TASK DETAILS:
Show, from the records below, all lines that contain the word "Antonio".

### RECORDED DATA ###

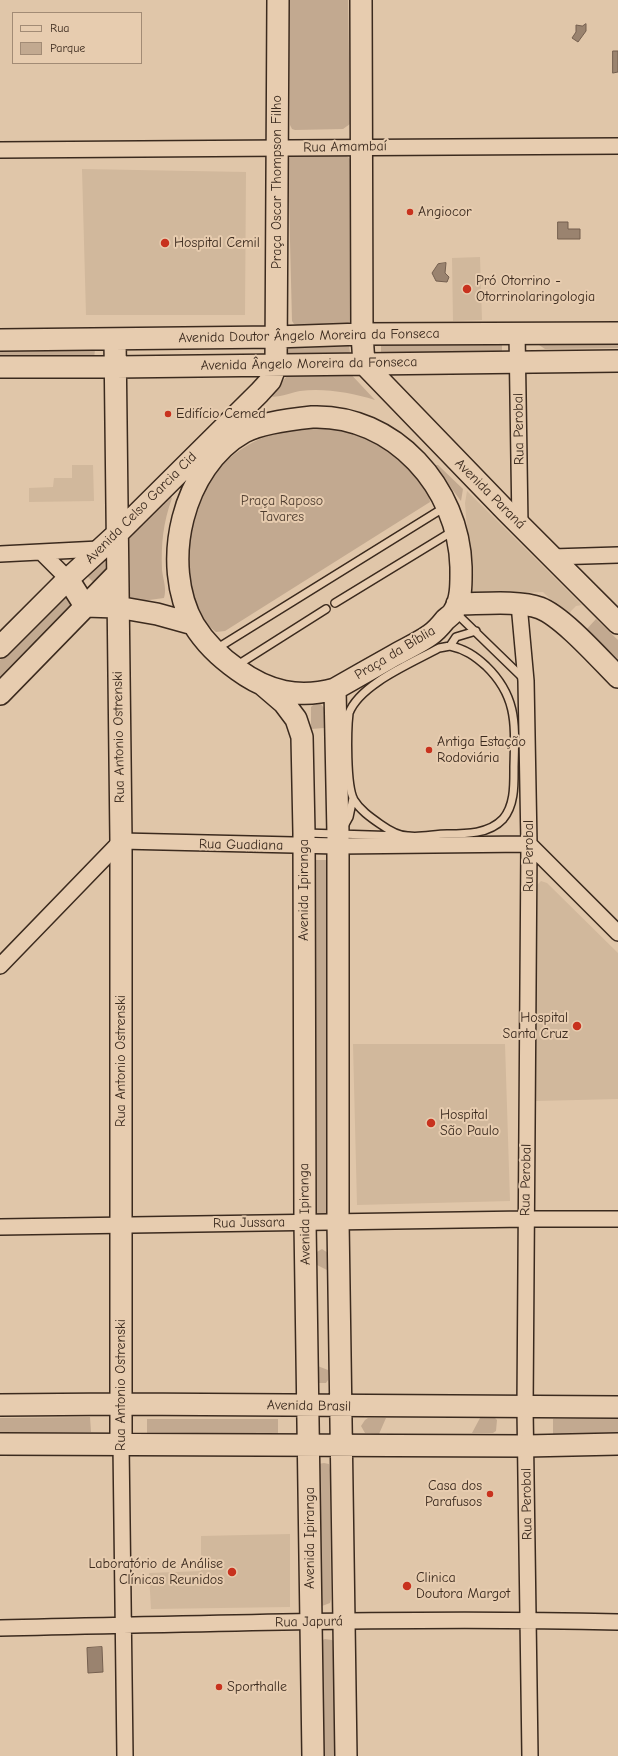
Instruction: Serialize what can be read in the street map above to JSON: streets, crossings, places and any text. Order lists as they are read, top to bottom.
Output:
{
  "streets": {
    "street": [
      "Rua Amambaí",
      "Praça Oscar Thompson Filho",
      "Avenida Doutor Ângelo Moreira da Fonseca",
      "Avenida Ângelo Moreira da Fonseca",
      "Rua Perobal",
      "Avenida Paraná",
      "Avenida Celso Garcia Cid",
      "Praça da Bíblia",
      "Rua Antonio Ostrenski",
      "Rua Guadiana",
      "Avenida Ipiranga",
      "Rua Jussara",
      "Avenida Brasil",
      "Rua Japurá"
    ]
  },
  "crossings": [
    ["Rua Amambaí", "Praça Oscar Thompson Filho"],
    ["Praça Oscar Thompson Filho", "Avenida Doutor Ângelo Moreira da Fonseca"],
    ["Praça Oscar Thompson Filho", "Avenida Ângelo Moreira da Fonseca"],
    ["Praça Oscar Thompson Filho", "Avenida Celso Garcia Cid"],
    ["Avenida Doutor Ângelo Moreira da Fonseca", "Rua Perobal"],
    ["Avenida Doutor Ângelo Moreira da Fonseca", "Rua Antonio Ostrenski"],
    ["Avenida Ângelo Moreira da Fonseca", "Rua Perobal"],
    ["Avenida Ângelo Moreira da Fonseca", "Avenida Paraná"],
    ["Avenida Ângelo Moreira da Fonseca", "Avenida Celso Garcia Cid"],
    ["Avenida Ângelo Moreira da Fonseca", "Rua Antonio Ostrenski"],
    ["Rua Perobal", "Avenida Paraná"],
    ["Rua Perobal", "Rua Guadiana"],
    ["Rua Perobal", "Rua Jussara"],
    ["Rua Perobal", "Avenida Brasil"],
    ["Rua Perobal", "Rua Japurá"],
    ["Avenida Celso Garcia Cid", "Rua Antonio Ostrenski"],
    ["Praça da Bíblia", "Avenida Ipiranga"],
    ["Rua Antonio Ostrenski", "Rua Guadiana"],
    ["Rua Antonio Ostrenski", "Rua Jussara"],
    ["Rua Antonio Ostrenski", "Avenida Brasil"],
    ["Rua Antonio Ostrenski", "Rua Japurá"],
    ["Rua Guadiana", "Avenida Ipiranga"],
    ["Avenida Ipiranga", "Rua Jussara"],
    ["Avenida Ipiranga", "Avenida Brasil"],
    ["Avenida Ipiranga", "Rua Japurá"]
  ],
  "parks": ["Praça Raposo Tavares"],
  "places": [
    "Angiocor",
    "Hospital Cemil",
    "Pró Otorrino - Otorrinolaringologia",
    "Edifício Cemed",
    "Antiga Estação Rodoviária",
    "Hospital Santa Cruz",
    "Hospital São Paulo",
    "Casa dos Parafusos",
    "Laboratório de Análise Clínicas Reunidos",
    "Clinica Doutora Margot",
    "Sporthalle"
  ],
  "legend": ["Rua", "Parque"]
}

###

TASK OUTPUT:
      "Rua Antonio Ostrenski",
    ["Avenida Doutor Ângelo Moreira da Fonseca", "Rua Antonio Ostrenski"],
    ["Avenida Ângelo Moreira da Fonseca", "Rua Antonio Ostrenski"],
    ["Avenida Celso Garcia Cid", "Rua Antonio Ostrenski"],
    ["Rua Antonio Ostrenski", "Rua Guadiana"],
    ["Rua Antonio Ostrenski", "Rua Jussara"],
    ["Rua Antonio Ostrenski", "Avenida Brasil"],
    ["Rua Antonio Ostrenski", "Rua Japurá"],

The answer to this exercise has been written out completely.